▶ [TRY IT]:
Without changing a single word, set down all of the records.

(Dataset entries)
Content starts
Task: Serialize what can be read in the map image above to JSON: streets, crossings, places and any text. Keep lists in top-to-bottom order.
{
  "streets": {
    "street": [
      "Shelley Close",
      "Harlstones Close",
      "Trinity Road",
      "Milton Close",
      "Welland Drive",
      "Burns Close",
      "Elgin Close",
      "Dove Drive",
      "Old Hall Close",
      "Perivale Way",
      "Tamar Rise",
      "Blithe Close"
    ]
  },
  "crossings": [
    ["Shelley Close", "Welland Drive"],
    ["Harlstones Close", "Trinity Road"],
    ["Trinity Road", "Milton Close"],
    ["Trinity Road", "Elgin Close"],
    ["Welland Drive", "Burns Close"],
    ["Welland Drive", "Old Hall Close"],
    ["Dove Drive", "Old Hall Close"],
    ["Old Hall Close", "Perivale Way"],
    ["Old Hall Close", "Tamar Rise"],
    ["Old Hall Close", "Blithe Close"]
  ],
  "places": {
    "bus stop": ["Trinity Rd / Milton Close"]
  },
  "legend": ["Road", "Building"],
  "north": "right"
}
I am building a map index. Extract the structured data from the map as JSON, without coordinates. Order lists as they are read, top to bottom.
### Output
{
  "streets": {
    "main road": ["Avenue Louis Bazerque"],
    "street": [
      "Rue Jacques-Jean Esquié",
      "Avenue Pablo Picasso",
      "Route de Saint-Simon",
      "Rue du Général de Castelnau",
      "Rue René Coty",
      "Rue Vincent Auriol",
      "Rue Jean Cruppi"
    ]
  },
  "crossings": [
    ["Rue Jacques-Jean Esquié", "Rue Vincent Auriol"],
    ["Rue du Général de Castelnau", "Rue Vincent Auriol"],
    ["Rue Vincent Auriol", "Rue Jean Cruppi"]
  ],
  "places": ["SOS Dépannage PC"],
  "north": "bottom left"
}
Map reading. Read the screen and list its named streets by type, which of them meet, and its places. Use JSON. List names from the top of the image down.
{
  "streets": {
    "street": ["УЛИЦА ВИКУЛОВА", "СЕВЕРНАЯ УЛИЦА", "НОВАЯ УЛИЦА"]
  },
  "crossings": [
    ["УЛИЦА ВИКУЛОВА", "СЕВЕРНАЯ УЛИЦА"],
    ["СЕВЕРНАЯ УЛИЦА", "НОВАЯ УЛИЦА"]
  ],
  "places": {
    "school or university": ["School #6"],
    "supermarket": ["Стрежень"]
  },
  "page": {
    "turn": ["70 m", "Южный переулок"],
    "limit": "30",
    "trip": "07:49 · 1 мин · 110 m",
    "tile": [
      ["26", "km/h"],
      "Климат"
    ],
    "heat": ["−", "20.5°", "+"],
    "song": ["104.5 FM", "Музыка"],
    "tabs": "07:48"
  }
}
Content ends
▶ [TASK OUTPUT]:
Task: Serialize what can be read in the map image above to JSON: streets, crossings, places and any text. Keep lists in top-to-bottom order.
{
  "streets": {
    "street": [
      "Shelley Close",
      "Harlstones Close",
      "Trinity Road",
      "Milton Close",
      "Welland Drive",
      "Burns Close",
      "Elgin Close",
      "Dove Drive",
      "Old Hall Close",
      "Perivale Way",
      "Tamar Rise",
      "Blithe Close"
    ]
  },
  "crossings": [
    ["Shelley Close", "Welland Drive"],
    ["Harlstones Close", "Trinity Road"],
    ["Trinity Road", "Milton Close"],
    ["Trinity Road", "Elgin Close"],
    ["Welland Drive", "Burns Close"],
    ["Welland Drive", "Old Hall Close"],
    ["Dove Drive", "Old Hall Close"],
    ["Old Hall Close", "Perivale Way"],
    ["Old Hall Close", "Tamar Rise"],
    ["Old Hall Close", "Blithe Close"]
  ],
  "places": {
    "bus stop": ["Trinity Rd / Milton Close"]
  },
  "legend": ["Road", "Building"],
  "north": "right"
}
I am building a map index. Extract the structured data from the map as JSON, without coordinates. Order lists as they are read, top to bottom.
### Output
{
  "streets": {
    "main road": ["Avenue Louis Bazerque"],
    "street": [
      "Rue Jacques-Jean Esquié",
      "Avenue Pablo Picasso",
      "Route de Saint-Simon",
      "Rue du Général de Castelnau",
      "Rue René Coty",
      "Rue Vincent Auriol",
      "Rue Jean Cruppi"
    ]
  },
  "crossings": [
    ["Rue Jacques-Jean Esquié", "Rue Vincent Auriol"],
    ["Rue du Général de Castelnau", "Rue Vincent Auriol"],
    ["Rue Vincent Auriol", "Rue Jean Cruppi"]
  ],
  "places": ["SOS Dépannage PC"],
  "north": "bottom left"
}
Map reading. Read the screen and list its named streets by type, which of them meet, and its places. Use JSON. List names from the top of the image down.
{
  "streets": {
    "street": ["УЛИЦА ВИКУЛОВА", "СЕВЕРНАЯ УЛИЦА", "НОВАЯ УЛИЦА"]
  },
  "crossings": [
    ["УЛИЦА ВИКУЛОВА", "СЕВЕРНАЯ УЛИЦА"],
    ["СЕВЕРНАЯ УЛИЦА", "НОВАЯ УЛИЦА"]
  ],
  "places": {
    "school or university": ["School #6"],
    "supermarket": ["Стрежень"]
  },
  "page": {
    "turn": ["70 m", "Южный переулок"],
    "limit": "30",
    "trip": "07:49 · 1 мин · 110 m",
    "tile": [
      ["26", "km/h"],
      "Климат"
    ],
    "heat": ["−", "20.5°", "+"],
    "song": ["104.5 FM", "Музыка"],
    "tabs": "07:48"
  }
}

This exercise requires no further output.